Extracted data entries

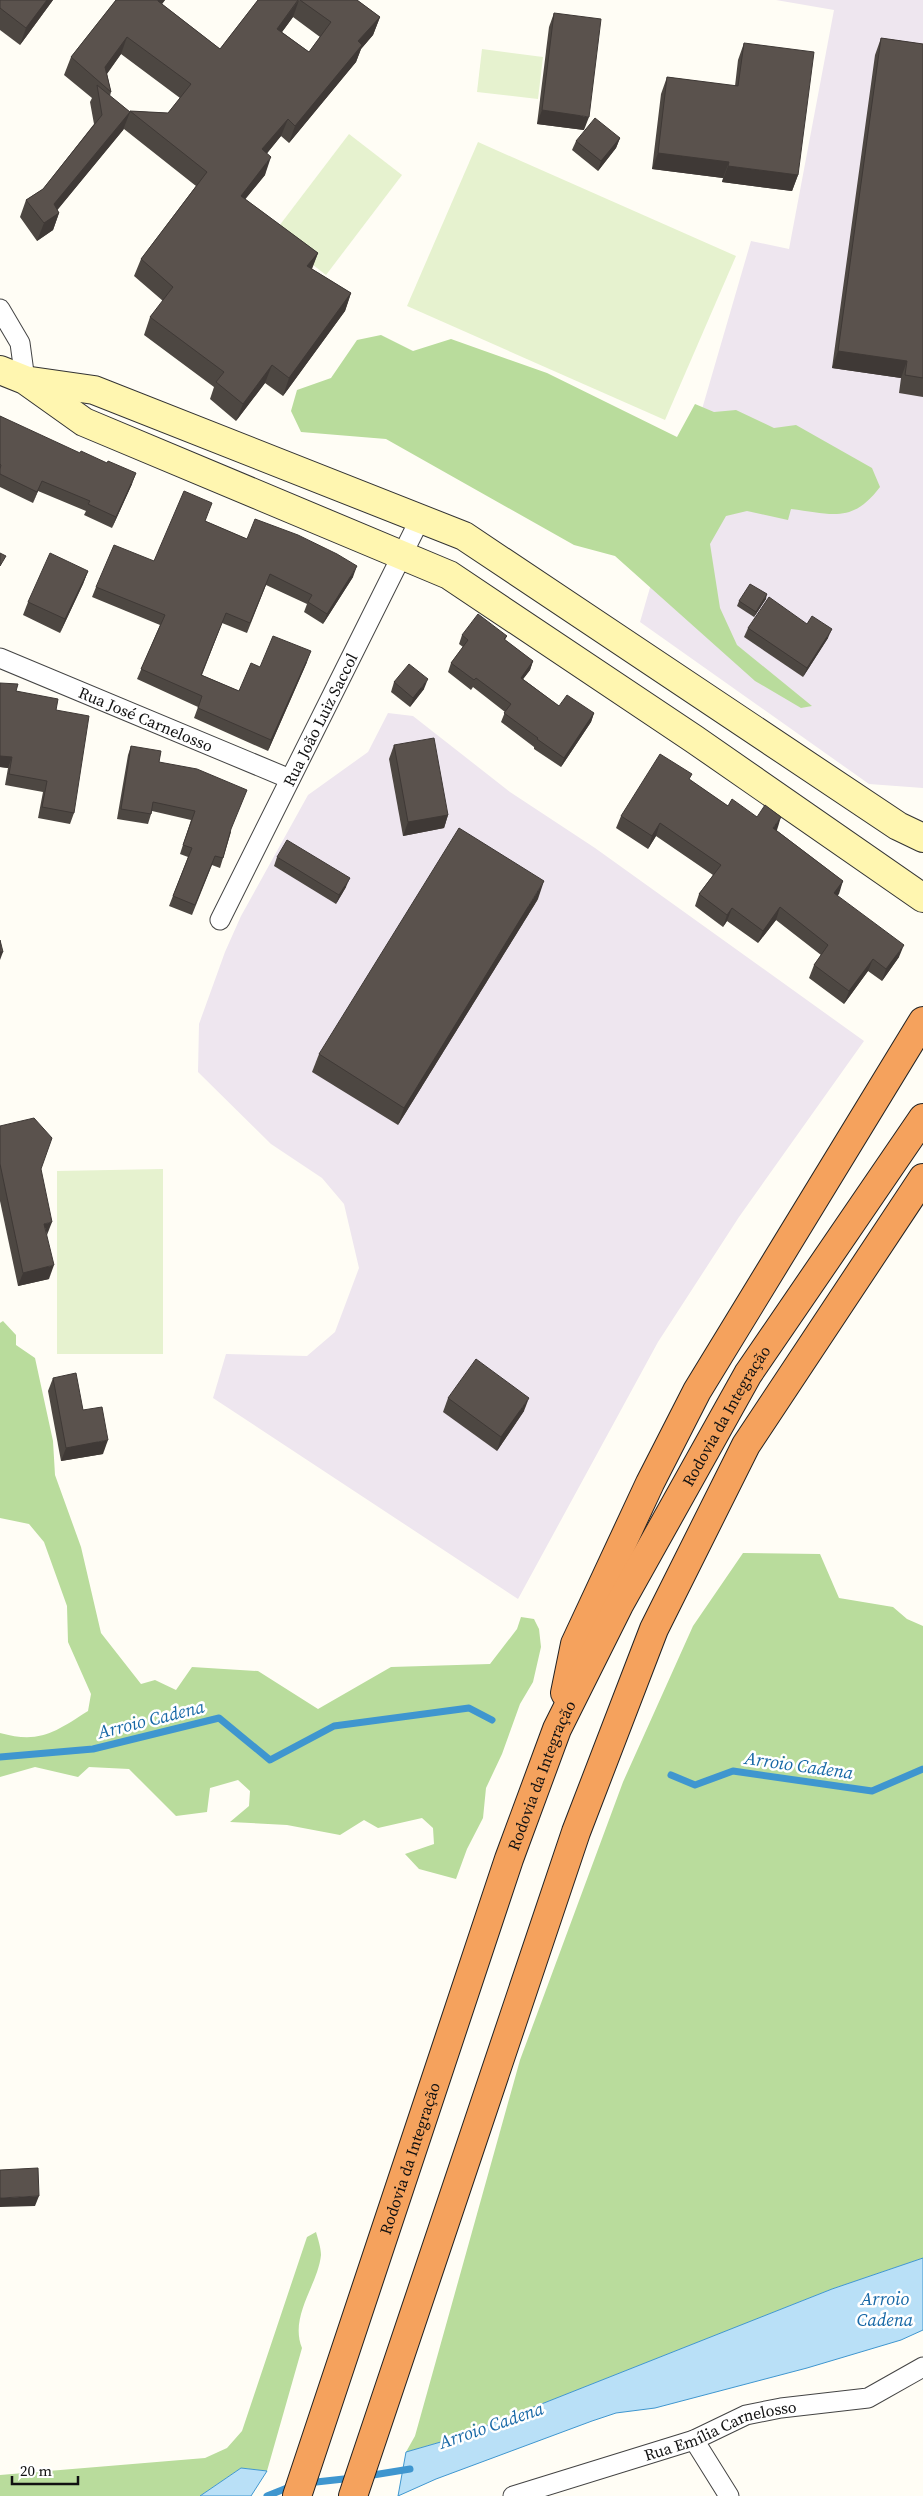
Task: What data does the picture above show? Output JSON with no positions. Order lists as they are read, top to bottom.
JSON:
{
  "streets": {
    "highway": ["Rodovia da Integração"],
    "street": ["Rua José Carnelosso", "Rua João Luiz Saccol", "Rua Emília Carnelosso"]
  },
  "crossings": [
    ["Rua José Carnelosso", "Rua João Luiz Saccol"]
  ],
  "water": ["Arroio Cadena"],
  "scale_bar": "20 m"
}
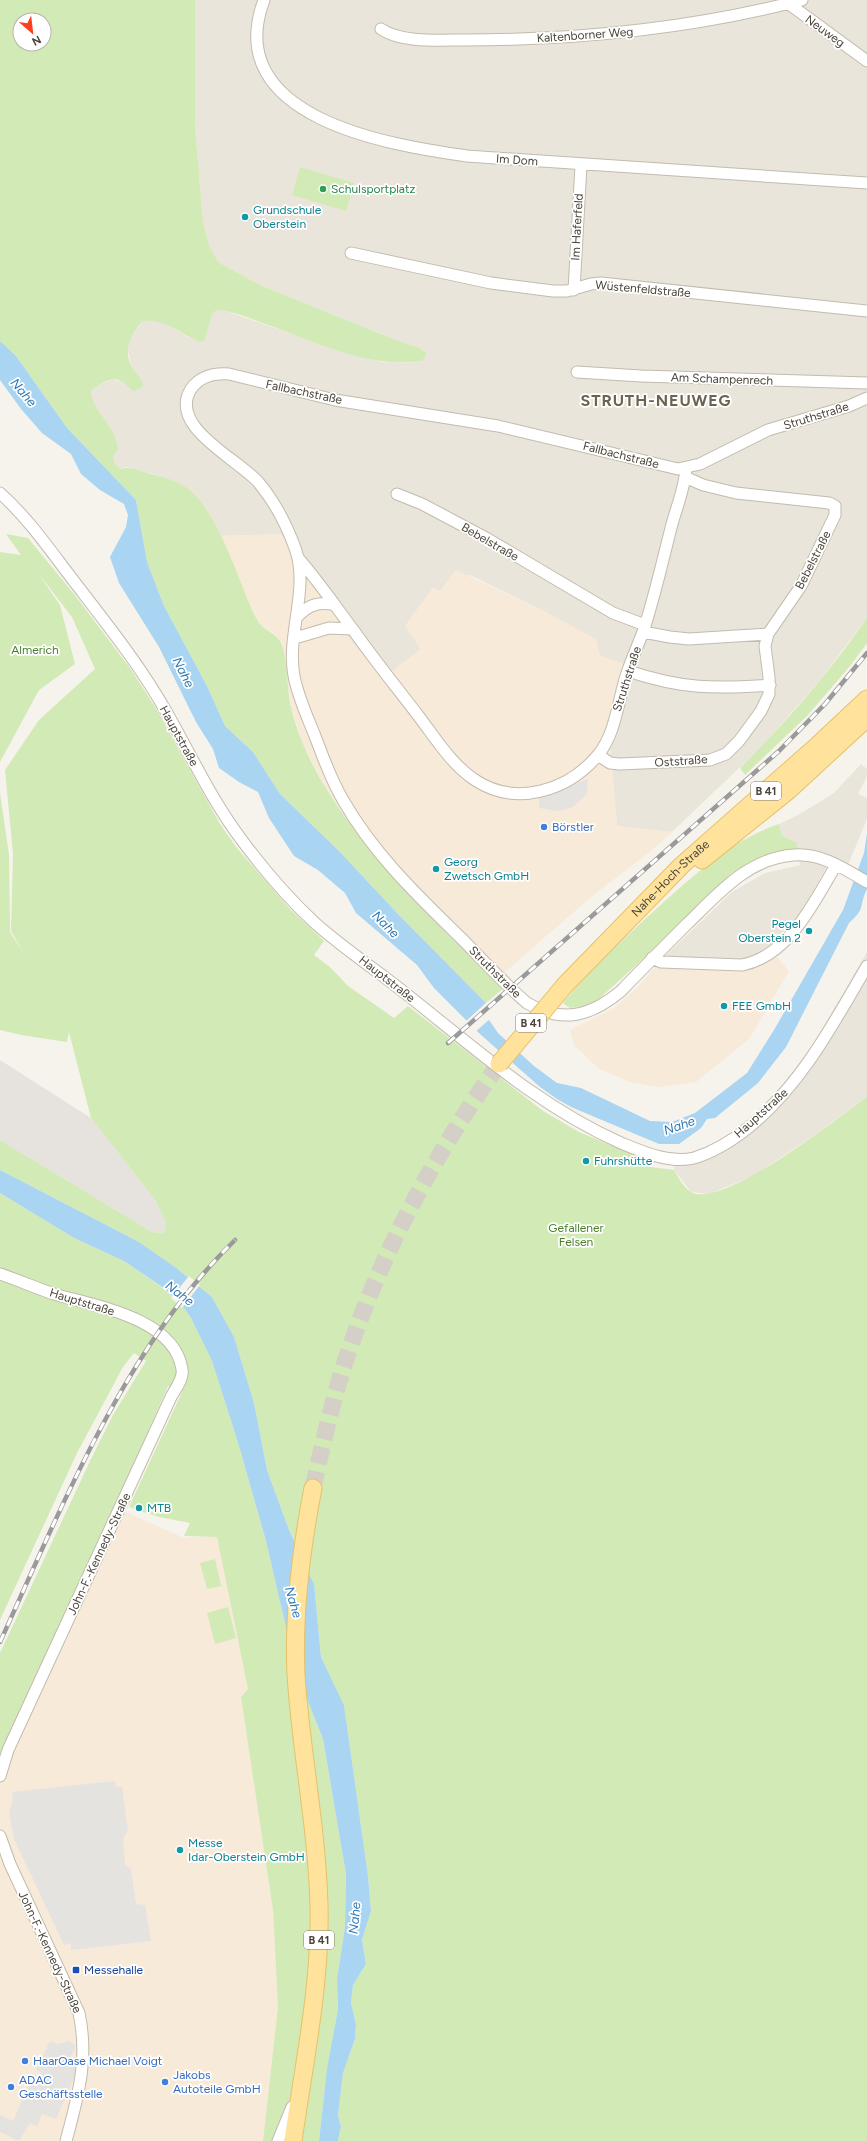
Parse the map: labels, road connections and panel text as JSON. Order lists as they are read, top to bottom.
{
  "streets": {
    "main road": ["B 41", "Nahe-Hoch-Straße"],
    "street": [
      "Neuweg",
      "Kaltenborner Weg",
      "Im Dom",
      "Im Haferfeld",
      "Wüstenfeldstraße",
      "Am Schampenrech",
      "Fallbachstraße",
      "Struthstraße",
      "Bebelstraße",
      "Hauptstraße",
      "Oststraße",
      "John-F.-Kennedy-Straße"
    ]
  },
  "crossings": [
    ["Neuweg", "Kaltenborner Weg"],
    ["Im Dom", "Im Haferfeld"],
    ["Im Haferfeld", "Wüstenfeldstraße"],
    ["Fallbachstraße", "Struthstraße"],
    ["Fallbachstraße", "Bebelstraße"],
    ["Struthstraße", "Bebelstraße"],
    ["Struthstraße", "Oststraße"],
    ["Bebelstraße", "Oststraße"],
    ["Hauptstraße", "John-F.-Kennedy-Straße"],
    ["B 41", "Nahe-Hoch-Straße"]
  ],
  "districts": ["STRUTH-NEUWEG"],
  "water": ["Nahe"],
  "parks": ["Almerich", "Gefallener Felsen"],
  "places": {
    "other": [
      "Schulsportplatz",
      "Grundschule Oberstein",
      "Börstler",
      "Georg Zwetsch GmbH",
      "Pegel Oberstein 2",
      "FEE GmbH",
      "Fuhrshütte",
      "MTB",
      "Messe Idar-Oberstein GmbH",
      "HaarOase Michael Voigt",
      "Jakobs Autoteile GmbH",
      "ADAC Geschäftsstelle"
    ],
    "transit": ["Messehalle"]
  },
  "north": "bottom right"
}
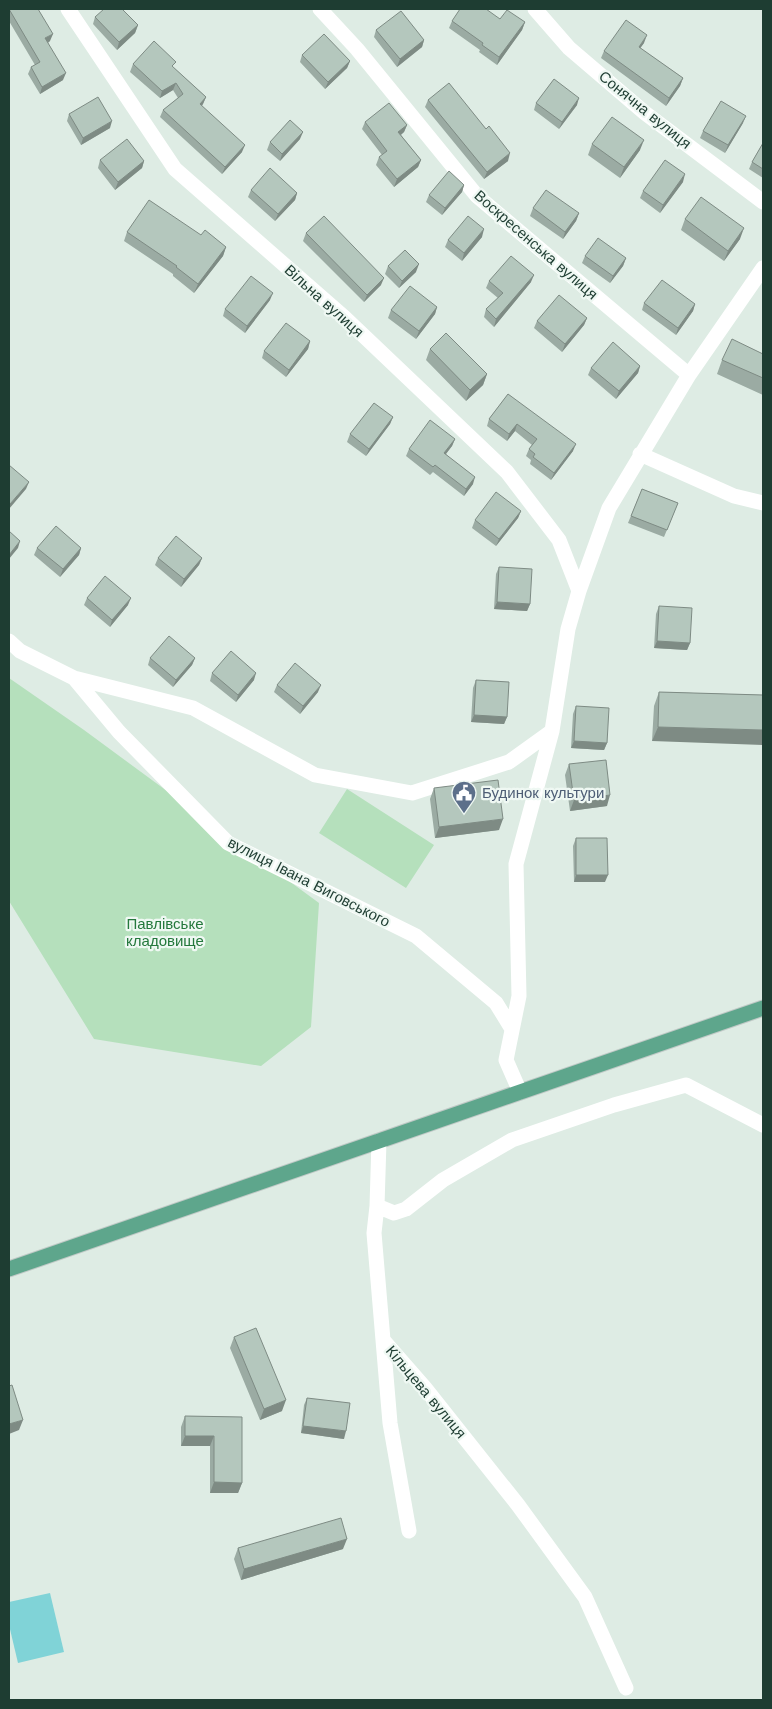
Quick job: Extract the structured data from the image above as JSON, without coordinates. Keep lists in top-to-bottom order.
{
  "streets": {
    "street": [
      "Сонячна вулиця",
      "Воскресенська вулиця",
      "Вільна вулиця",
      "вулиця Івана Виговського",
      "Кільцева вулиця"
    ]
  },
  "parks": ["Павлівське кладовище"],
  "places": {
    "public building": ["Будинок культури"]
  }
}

◆ **TASK TO CARRY OUT**
Leave the pictures out and copy the rest of the data exactly.

◆ **COMPLETED TASK**
Task: What data does the picture above show? Output JSON with no positions. Order lists as they are read, top to bottom.
JSON:
{
  "streets": {
    "highway": ["Rodovia da Integração"],
    "street": ["Rua José Carnelosso", "Rua João Luiz Saccol", "Rua Emília Carnelosso"]
  },
  "crossings": [
    ["Rua José Carnelosso", "Rua João Luiz Saccol"]
  ],
  "water": ["Arroio Cadena"],
  "scale_bar": "20 m"
}
Parse the map: labels, road connections and panel text as JSON. Order lists as they are read, top to bottom.
{
  "streets": {
    "main road": ["B 41", "Nahe-Hoch-Straße"],
    "street": [
      "Neuweg",
      "Kaltenborner Weg",
      "Im Dom",
      "Im Haferfeld",
      "Wüstenfeldstraße",
      "Am Schampenrech",
      "Fallbachstraße",
      "Struthstraße",
      "Bebelstraße",
      "Hauptstraße",
      "Oststraße",
      "John-F.-Kennedy-Straße"
    ]
  },
  "crossings": [
    ["Neuweg", "Kaltenborner Weg"],
    ["Im Dom", "Im Haferfeld"],
    ["Im Haferfeld", "Wüstenfeldstraße"],
    ["Fallbachstraße", "Struthstraße"],
    ["Fallbachstraße", "Bebelstraße"],
    ["Struthstraße", "Bebelstraße"],
    ["Struthstraße", "Oststraße"],
    ["Bebelstraße", "Oststraße"],
    ["Hauptstraße", "John-F.-Kennedy-Straße"],
    ["B 41", "Nahe-Hoch-Straße"]
  ],
  "districts": ["STRUTH-NEUWEG"],
  "water": ["Nahe"],
  "parks": ["Almerich", "Gefallener Felsen"],
  "places": {
    "other": [
      "Schulsportplatz",
      "Grundschule Oberstein",
      "Börstler",
      "Georg Zwetsch GmbH",
      "Pegel Oberstein 2",
      "FEE GmbH",
      "Fuhrshütte",
      "MTB",
      "Messe Idar-Oberstein GmbH",
      "HaarOase Michael Voigt",
      "Jakobs Autoteile GmbH",
      "ADAC Geschäftsstelle"
    ],
    "transit": ["Messehalle"]
  },
  "north": "bottom right"
}
Quick job: Extract the structured data from the image above as JSON, without coordinates. Keep lists in top-to-bottom order.
{
  "streets": {
    "street": [
      "Сонячна вулиця",
      "Воскресенська вулиця",
      "Вільна вулиця",
      "вулиця Івана Виговського",
      "Кільцева вулиця"
    ]
  },
  "parks": ["Павлівське кладовище"],
  "places": {
    "public building": ["Будинок культури"]
  }
}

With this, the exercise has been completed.